[Dataset entries]
━━━━━━━━

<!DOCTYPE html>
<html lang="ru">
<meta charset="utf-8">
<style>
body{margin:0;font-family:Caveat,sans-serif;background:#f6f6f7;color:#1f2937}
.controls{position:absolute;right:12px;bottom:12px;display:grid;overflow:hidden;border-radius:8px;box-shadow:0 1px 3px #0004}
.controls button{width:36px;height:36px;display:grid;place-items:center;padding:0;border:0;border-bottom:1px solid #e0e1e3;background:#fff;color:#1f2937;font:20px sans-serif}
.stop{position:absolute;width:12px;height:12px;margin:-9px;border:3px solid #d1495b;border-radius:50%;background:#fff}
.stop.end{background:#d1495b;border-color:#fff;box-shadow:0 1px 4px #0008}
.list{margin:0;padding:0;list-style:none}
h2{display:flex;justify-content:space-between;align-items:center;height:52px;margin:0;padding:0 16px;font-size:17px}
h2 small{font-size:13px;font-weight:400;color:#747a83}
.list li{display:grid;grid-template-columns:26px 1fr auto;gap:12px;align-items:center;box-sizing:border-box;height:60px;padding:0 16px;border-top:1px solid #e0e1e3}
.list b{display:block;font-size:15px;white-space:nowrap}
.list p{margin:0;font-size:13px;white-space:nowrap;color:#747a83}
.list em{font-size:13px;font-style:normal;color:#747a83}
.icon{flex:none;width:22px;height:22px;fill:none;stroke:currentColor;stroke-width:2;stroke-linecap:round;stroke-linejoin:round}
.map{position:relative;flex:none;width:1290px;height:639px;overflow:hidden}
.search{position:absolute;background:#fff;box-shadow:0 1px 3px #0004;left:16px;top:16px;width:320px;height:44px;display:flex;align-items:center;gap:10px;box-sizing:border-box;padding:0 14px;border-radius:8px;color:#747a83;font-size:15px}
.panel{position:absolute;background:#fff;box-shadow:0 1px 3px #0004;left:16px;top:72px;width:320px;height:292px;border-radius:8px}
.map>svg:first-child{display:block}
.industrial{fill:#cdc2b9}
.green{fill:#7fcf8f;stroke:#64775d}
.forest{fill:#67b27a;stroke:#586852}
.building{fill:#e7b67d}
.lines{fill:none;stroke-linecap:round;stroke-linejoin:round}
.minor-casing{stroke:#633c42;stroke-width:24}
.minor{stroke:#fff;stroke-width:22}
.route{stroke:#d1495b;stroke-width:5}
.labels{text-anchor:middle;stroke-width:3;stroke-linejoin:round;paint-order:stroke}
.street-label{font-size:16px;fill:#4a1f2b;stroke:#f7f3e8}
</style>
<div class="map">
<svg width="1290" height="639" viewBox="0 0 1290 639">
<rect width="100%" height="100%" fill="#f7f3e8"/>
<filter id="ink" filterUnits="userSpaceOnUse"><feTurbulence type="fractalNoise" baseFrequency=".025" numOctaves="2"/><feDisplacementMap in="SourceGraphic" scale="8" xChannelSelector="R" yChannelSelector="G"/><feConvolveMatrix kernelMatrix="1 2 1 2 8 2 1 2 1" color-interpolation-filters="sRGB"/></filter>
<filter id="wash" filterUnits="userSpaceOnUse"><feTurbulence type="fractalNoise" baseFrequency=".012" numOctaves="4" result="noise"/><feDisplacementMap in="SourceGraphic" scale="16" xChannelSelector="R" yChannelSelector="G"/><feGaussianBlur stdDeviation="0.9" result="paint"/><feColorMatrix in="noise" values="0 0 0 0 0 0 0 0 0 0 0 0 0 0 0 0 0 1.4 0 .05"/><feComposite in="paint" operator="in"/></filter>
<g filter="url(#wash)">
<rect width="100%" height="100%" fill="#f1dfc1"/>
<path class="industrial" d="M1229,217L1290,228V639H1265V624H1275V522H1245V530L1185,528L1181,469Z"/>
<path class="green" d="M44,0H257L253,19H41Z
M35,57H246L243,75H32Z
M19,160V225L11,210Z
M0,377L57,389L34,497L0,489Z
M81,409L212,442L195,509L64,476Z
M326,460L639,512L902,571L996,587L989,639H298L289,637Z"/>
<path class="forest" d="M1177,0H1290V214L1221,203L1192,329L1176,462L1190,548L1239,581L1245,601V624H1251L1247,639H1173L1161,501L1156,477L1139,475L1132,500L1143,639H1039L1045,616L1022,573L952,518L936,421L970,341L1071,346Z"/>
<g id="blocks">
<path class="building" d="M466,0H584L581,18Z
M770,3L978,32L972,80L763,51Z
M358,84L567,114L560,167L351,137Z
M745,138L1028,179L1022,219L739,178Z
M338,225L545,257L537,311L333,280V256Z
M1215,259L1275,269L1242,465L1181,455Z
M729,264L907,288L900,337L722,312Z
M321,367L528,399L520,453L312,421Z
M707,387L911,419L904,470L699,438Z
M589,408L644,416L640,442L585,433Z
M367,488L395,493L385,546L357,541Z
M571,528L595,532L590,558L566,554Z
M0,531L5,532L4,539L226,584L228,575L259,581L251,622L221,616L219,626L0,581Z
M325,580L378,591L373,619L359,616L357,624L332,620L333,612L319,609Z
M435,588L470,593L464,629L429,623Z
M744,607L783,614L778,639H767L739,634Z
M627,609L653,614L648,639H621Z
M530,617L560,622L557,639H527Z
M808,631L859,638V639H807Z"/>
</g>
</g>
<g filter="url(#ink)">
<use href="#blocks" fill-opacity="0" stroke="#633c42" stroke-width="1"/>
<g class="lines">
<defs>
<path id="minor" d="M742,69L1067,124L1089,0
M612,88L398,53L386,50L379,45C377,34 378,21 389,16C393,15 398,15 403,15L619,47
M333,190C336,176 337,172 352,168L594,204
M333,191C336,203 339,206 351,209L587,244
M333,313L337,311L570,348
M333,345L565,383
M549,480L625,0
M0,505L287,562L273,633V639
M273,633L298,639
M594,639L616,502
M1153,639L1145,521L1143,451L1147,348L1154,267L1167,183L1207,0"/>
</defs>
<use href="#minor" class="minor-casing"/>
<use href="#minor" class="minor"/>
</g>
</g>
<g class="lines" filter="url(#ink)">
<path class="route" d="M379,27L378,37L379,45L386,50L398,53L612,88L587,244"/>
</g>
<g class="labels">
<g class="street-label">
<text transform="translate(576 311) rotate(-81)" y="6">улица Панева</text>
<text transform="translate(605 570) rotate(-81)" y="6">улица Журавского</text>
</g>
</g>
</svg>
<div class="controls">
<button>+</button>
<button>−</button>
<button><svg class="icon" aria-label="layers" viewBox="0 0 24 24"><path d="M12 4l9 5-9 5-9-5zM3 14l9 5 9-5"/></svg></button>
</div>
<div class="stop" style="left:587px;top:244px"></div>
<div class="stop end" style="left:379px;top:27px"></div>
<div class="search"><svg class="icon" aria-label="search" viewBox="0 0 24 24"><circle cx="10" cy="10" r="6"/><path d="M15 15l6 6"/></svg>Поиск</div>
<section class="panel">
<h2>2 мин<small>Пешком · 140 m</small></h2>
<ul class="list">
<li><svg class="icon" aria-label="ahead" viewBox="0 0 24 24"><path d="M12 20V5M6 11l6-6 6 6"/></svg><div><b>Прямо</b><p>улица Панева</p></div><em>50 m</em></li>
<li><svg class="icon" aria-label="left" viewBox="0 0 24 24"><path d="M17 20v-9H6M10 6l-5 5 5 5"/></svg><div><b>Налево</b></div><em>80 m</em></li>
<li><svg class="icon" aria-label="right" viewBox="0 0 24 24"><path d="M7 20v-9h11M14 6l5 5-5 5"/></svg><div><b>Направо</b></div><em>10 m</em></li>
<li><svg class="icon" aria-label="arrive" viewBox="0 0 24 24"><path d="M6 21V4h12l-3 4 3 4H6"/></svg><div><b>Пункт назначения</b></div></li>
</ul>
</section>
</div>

━━━━━━━━

Your assignment:
Going back over the entries above, copy word for word every line from the one that has "2 1 2 8 2 1" on through the one that has "M571,528L595,532L590,558L566,554Z".

Result of this task:
<filter id="ink" filterUnits="userSpaceOnUse"><feTurbulence type="fractalNoise" baseFrequency=".025" numOctaves="2"/><feDisplacementMap in="SourceGraphic" scale="8" xChannelSelector="R" yChannelSelector="G"/><feConvolveMatrix kernelMatrix="1 2 1 2 8 2 1 2 1" color-interpolation-filters="sRGB"/></filter>
<filter id="wash" filterUnits="userSpaceOnUse"><feTurbulence type="fractalNoise" baseFrequency=".012" numOctaves="4" result="noise"/><feDisplacementMap in="SourceGraphic" scale="16" xChannelSelector="R" yChannelSelector="G"/><feGaussianBlur stdDeviation="0.9" result="paint"/><feColorMatrix in="noise" values="0 0 0 0 0 0 0 0 0 0 0 0 0 0 0 0 0 1.4 0 .05"/><feComposite in="paint" operator="in"/></filter>
<g filter="url(#wash)">
<rect width="100%" height="100%" fill="#f1dfc1"/>
<path class="industrial" d="M1229,217L1290,228V639H1265V624H1275V522H1245V530L1185,528L1181,469Z"/>
<path class="green" d="M44,0H257L253,19H41Z
M35,57H246L243,75H32Z
M19,160V225L11,210Z
M0,377L57,389L34,497L0,489Z
M81,409L212,442L195,509L64,476Z
M326,460L639,512L902,571L996,587L989,639H298L289,637Z"/>
<path class="forest" d="M1177,0H1290V214L1221,203L1192,329L1176,462L1190,548L1239,581L1245,601V624H1251L1247,639H1173L1161,501L1156,477L1139,475L1132,500L1143,639H1039L1045,616L1022,573L952,518L936,421L970,341L1071,346Z"/>
<g id="blocks">
<path class="building" d="M466,0H584L581,18Z
M770,3L978,32L972,80L763,51Z
M358,84L567,114L560,167L351,137Z
M745,138L1028,179L1022,219L739,178Z
M338,225L545,257L537,311L333,280V256Z
M1215,259L1275,269L1242,465L1181,455Z
M729,264L907,288L900,337L722,312Z
M321,367L528,399L520,453L312,421Z
M707,387L911,419L904,470L699,438Z
M589,408L644,416L640,442L585,433Z
M367,488L395,493L385,546L357,541Z
M571,528L595,532L590,558L566,554Z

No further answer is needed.